8. The method of claim 7,
The step of selecting the at least one important word
Storing and maintaining a weight table in which different weights corresponding to different predetermined frequency ranges are recorded in correspondence with each other,
Further comprising:
The step of assigning the score
If the company name of the first company is inputted, the similarity degree between the characteristic vector of the company name and the characteristic vector of each of the plurality of first words is calculated by referring to the dictionary database among the plurality of first words, A second score for words not exceeding the predetermined reference similarity among the plurality of first words, the second score being less than the first score Score -
The step of correcting the score
For each of the plurality of first words, a weight corresponding to a frequency range in which the number of occurrences on the web page of the first company of the plurality of first words on the weight table belongs is matched with reference to the weight table And a score corresponding to each of the plurality of first words is applied to a score assigned to each of the plurality of first words to apply a weight matched to each of the plurality of first words, Automatic method for extracting product keyword information based on.

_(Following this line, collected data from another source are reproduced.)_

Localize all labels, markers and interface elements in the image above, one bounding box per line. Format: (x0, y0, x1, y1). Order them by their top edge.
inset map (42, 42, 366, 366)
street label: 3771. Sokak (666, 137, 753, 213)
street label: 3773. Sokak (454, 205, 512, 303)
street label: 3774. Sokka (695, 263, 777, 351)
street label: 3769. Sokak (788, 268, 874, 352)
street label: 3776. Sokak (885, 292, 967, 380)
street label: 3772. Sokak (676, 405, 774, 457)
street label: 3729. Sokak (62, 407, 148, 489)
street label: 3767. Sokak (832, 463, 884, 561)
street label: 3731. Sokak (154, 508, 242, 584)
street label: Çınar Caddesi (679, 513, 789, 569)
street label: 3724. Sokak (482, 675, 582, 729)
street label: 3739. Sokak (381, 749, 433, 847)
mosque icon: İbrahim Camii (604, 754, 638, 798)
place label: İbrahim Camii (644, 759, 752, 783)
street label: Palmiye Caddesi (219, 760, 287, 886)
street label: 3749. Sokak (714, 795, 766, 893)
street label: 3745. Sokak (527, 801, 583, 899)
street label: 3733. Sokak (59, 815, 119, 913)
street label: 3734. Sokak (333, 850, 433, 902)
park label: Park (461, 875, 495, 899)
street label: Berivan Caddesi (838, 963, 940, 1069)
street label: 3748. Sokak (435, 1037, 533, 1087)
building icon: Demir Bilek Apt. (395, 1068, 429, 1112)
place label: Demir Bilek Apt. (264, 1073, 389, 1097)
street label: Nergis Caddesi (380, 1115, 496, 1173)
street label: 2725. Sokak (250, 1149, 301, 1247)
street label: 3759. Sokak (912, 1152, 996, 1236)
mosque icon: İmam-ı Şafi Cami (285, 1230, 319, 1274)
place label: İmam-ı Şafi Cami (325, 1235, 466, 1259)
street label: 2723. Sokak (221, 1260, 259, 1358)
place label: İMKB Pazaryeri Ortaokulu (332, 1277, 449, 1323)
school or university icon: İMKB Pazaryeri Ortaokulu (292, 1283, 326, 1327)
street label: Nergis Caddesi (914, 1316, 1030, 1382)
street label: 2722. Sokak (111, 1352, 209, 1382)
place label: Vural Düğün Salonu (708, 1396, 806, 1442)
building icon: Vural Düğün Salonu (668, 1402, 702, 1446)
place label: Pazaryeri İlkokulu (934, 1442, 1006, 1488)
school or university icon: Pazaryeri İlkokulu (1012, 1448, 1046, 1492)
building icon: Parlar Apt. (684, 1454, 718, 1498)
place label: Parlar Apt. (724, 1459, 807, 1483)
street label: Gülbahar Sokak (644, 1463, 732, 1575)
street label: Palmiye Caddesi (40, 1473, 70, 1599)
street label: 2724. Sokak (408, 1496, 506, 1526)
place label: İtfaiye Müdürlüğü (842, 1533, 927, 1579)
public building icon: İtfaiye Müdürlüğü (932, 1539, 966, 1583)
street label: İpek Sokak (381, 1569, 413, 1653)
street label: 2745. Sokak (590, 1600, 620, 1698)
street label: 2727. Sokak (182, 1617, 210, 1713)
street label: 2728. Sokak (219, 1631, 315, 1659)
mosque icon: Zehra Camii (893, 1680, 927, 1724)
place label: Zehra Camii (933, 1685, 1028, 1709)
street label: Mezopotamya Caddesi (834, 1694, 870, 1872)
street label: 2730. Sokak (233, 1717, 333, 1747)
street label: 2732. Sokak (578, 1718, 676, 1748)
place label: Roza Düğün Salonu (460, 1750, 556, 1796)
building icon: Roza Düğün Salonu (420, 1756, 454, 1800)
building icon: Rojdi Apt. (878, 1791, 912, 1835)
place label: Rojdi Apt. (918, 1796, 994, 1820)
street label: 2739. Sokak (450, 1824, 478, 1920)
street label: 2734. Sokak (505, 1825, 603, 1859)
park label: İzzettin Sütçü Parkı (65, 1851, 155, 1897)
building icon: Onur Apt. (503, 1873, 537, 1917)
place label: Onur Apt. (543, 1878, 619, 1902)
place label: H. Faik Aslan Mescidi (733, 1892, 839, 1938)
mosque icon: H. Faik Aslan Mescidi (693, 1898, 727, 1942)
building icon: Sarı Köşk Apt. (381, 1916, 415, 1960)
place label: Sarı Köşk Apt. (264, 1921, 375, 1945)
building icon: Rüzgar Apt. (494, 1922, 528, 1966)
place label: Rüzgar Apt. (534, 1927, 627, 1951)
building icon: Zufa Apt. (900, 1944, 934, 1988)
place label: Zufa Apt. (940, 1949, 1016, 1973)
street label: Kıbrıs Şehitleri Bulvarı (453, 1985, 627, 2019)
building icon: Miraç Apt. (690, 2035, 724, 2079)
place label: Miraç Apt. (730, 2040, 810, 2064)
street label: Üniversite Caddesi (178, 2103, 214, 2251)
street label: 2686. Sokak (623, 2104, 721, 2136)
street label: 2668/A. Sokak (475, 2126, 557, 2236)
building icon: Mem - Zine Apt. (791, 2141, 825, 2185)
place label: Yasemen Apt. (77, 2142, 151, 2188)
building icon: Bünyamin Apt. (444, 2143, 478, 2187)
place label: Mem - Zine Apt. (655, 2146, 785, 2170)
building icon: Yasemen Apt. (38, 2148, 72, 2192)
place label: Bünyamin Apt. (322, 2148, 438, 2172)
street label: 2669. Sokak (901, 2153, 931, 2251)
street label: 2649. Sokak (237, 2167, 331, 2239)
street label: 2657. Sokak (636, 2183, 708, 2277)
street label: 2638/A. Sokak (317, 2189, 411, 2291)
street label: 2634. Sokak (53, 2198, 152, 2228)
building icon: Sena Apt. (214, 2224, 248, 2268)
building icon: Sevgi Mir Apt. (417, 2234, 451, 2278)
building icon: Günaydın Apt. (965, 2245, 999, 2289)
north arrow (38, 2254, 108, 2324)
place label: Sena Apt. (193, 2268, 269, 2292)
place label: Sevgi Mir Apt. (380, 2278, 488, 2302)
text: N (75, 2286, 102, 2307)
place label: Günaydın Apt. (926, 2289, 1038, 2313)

The method according to claim 6,
The step of extracting the plurality of first texts
Parsing an HTML (Hypertext Markup Language) code constituting a web page of the first company and extracting embedded texts through a tag associated with text input on the HTML code, Extracting the plurality of first texts existing on a web page, if a hyperlink tag exists on the HTML code, accessing a sub page linked through the hyperlink tag and extracting from the HTML code of the sub page Extracting the texts inserted through the tags associated with the text input, and extracting the plurality of first texts existing on the web page of the first company by automatically extracting the product keyword information based on the web page analysis Extraction method.

8. The method of claim 7,
Wherein the calculation of the similarity between different feature vectors is performed according to the following equation (2).
&Quot; (2) "

11. A computer-readable recording medium having recorded thereon a program for causing a computer to perform the method according to any one of claims 6 to 10.

11. A computer program stored in a storage medium for executing the method of any one of claims 6 to 10 through a combination with a computer.